In Italien gab und gibt es eine Vielzahl von Privatbahnen. Von der ehemaligen FCV stammt die Ellok L 903, die nach der Verstaatlichung der Bahn die FS Nummer E.400.001 erhielt.
Die Reisezugwagen sind u.a. durch einen Vertreter der „Cento Porte“ (Hunderttürer) genannten Abteilwagen und einen Gefängniswagen vertreten.
In einem Nebenraum der Kesselschmiede stehen drei mit Gleichstrom von 3 kV betriebene Elloks. Stellvertretend für diese gewaltigen Maschinen sei hier die E 326.004 gezeigt.
Eine Maschinenhalle wird zur Präsentation einiger Dieselloks genutzt. Die ersten für die FS gebauten Großdieselloks sind mit D.341.1016 und der hier gezeigten D.342.4011 vertreten.
Von der deutschen Firma Breuer wurden diese einfachen Gefährte unter der Bezeichnung „Lokomotor“ gebaut, die hierzulande ausschließlich bei privaten Gleisanschlussbesitzern Verwendung fanden. In Italien hatte sogar die Staatsbahn einige Exemplare, von denen die 207.020 den Weg nach Pietrarsa gefunden hat. Bei diesem Fahrzeug fehlt im Vergleich zu den mir bekannten deutschen Lokomotoren der Adhäsionsverstärker. Dabei konnten zwei mit Drehspindeln verstellbare Hubzylinder zwischen den neben den Rädern sichtbaren ebenen Flächen und dem Rahmen des abzuschleppenden Wagens verklemmt werden, wodurch ein Teil des Wagengewichts auf den Lokomotor übertragen wurde und die Reibung erhöhte.
Zuletzt noch ein Blick in das Freigelände des Museums. Über das zwischen den Gebäuden in Bildmitte hindurchführende Gleis wurden die auszubessernden Loks dem AW zugeführt. Über die im Vordergrund liegende Segmentdrehscheibe wurden sie zur links im Bild sichtbaren Kesselschmiede geleitet, wo die Kessel abgenommen und bearbeitet wurden. Von dort gingen die Fahrwerke in die im Rücken des Fotografen gelegene Richthalle, wo sie nach der Aufarbeitung der Kessel wieder komplettiert wurden. Die Gebäude auf der rechten Seite des Bildes beherbergten die Schlosserei und die Werkzeugmaschinen.

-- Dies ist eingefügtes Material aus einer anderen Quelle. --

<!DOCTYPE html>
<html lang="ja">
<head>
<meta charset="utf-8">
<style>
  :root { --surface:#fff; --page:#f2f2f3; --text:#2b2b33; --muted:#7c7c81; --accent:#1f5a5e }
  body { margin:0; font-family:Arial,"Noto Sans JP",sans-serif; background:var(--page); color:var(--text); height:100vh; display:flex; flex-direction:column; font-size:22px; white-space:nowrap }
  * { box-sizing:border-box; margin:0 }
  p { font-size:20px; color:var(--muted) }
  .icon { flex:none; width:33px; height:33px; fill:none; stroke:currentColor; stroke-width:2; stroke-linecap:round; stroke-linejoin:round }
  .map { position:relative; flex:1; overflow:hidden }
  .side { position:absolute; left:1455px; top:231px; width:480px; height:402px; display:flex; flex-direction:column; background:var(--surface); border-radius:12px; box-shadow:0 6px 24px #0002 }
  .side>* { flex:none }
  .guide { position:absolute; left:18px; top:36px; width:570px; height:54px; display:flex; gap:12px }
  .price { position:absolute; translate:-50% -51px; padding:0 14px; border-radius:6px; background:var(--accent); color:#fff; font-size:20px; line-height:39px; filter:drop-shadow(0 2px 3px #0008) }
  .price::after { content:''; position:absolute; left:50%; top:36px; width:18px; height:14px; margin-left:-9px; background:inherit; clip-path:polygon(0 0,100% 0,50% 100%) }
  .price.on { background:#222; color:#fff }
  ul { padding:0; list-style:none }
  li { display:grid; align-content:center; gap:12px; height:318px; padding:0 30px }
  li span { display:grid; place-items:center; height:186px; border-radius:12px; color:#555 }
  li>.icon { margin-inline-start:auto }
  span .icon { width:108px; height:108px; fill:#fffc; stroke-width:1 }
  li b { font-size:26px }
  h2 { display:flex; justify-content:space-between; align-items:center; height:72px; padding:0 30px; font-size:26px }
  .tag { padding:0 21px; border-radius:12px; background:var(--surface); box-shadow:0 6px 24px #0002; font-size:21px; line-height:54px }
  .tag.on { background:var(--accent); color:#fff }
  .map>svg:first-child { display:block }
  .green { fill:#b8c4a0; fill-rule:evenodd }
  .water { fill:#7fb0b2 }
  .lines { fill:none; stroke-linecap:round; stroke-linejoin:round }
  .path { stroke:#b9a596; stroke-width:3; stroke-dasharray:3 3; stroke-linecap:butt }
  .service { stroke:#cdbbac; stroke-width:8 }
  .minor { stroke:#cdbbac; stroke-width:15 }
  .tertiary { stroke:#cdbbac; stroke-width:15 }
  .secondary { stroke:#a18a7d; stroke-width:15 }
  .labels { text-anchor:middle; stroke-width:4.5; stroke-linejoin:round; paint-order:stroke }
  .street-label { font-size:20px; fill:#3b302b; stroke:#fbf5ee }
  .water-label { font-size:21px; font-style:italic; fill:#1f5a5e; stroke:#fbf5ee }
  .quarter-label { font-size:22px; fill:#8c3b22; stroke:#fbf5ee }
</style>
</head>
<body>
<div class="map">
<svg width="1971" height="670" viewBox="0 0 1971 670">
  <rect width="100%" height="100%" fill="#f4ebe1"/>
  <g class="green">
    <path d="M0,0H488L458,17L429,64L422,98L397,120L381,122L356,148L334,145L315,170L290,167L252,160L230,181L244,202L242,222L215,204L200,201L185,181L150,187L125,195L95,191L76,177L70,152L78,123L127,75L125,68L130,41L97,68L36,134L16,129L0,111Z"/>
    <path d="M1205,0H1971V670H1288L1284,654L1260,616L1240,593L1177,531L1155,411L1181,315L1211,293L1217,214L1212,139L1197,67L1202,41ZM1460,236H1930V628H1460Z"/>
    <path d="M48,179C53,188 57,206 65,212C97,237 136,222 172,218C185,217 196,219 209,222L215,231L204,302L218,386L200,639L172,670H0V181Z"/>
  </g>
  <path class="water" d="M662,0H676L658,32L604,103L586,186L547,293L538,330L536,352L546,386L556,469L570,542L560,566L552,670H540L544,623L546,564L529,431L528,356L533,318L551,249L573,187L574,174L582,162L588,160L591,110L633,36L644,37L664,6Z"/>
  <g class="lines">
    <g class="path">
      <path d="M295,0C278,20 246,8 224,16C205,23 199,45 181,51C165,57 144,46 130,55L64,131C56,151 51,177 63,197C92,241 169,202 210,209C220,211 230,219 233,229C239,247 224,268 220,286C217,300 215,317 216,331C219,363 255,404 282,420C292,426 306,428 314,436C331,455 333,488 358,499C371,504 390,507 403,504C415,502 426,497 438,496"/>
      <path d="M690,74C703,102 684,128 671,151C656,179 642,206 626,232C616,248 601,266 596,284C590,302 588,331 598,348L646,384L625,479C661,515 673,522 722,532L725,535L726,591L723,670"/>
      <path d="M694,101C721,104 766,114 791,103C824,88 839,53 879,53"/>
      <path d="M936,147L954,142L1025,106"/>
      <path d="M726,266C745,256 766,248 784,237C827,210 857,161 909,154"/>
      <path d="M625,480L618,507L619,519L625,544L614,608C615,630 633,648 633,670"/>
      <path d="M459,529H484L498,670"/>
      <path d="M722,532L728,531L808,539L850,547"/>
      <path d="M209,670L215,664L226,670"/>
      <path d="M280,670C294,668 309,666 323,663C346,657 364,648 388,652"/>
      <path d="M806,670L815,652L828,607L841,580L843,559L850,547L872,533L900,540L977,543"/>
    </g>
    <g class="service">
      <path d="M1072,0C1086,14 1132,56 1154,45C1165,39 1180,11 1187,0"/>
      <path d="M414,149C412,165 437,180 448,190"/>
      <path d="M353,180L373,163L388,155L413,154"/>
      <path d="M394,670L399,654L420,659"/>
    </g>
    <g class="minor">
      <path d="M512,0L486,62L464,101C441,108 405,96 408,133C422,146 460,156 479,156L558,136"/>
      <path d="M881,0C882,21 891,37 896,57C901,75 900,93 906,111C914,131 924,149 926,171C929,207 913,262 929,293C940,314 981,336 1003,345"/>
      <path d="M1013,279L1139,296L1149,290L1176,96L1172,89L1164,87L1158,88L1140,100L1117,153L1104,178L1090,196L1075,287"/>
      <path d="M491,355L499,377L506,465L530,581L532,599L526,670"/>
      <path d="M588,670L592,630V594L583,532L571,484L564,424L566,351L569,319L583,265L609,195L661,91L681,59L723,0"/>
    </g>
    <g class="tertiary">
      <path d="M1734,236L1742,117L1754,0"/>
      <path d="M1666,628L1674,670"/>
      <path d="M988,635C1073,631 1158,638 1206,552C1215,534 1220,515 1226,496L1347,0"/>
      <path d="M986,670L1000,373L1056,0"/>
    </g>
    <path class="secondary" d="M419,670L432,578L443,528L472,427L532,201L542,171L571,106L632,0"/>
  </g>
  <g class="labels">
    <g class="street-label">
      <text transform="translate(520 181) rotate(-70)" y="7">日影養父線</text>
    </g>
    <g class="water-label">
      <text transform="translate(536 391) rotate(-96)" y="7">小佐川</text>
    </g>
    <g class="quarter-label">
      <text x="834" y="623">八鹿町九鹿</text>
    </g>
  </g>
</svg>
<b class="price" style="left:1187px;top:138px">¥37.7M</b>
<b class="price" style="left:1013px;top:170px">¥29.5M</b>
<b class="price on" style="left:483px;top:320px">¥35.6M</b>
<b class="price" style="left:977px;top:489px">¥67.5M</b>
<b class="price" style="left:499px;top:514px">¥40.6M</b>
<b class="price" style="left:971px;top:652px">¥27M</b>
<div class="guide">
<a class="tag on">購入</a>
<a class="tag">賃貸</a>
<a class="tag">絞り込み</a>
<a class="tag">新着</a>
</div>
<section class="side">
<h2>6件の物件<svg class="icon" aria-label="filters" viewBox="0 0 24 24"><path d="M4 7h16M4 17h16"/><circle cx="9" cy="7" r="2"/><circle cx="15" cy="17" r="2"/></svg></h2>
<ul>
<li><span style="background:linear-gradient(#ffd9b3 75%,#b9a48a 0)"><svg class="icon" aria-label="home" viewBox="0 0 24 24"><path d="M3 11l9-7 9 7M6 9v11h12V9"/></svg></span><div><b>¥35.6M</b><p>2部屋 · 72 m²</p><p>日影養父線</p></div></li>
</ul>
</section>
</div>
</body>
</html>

Leider schließt das montags bis freitags geöffnete Museum schon um 13.30 Uhr, so dass ich mich bei meinem Rundgang am Ende doch arg beeilen musste. Auch habe ich einen Souvenirladen und die Möglichkeit, sich zumindest an einem Automaten mit Getränken zu versorgen, sehr vermisst. Die wenigen Aufsichtspersonen waren jedoch ausnahmslos freundlich und auskunftsbereit. Mit einem S-Bahn-Triebwagen wie dem hier in Gegenrichtung fahrenden Ale 724.034 bin ich schließlich wieder zurück nach Neapel gefahren und habe mir im Hbf erst einmal eine Pizza und einen vino rosso genehmigt.
Ich hoffe, der Rundgang durch das Museum, bei dem ich nur einen Querschnitt der ausgestellten Fahrzeuge zeigen konnte, hat gefallen.
Grüße aus der Pfalz
Hubert
Edit: Bildlink berichtigt
2-mal bearbeitet. Zuletzt am 2011:09:27:06:19:56.